Mass spectrometry is an indispensable technique used to analyze biomolecules. From analysis of glycans, lipids, proteins, peptides, to oligonucleotides, a mass spectrometer can help clarify the structure and chemical properties of different molecules.

A mass spectrometer is an instrument that measures the masses of individual molecules that have been converted to ions or molecules that have been electrically charged.
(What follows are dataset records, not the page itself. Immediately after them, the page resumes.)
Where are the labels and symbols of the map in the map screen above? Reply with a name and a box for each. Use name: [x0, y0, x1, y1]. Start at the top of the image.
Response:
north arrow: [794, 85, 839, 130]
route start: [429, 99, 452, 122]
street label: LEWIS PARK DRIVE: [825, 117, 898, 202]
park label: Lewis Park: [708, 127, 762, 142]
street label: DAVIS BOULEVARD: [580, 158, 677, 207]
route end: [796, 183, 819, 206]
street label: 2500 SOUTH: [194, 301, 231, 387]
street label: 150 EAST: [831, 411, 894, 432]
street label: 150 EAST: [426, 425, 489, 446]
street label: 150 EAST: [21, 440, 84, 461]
This instrument helps scientists identify molecules in solids, liquids, and gases. It is also used to determine the quantity of each type of molecule in a mixture as well as which atoms comprise a molecule and how they are arranged.

Main Components

A mass spec is composed of three main parts:

  1. Ion Source – ionizes chemicals or compounds to generate charged molecules or fragments.
  2. Mass Analyzer – takes the ionized chemicals or compounds and separates them based on charge to mass ratios.
  3. Ion Detector – detects the presence of the ionized chemicals or compounds in the air and recording their quantity.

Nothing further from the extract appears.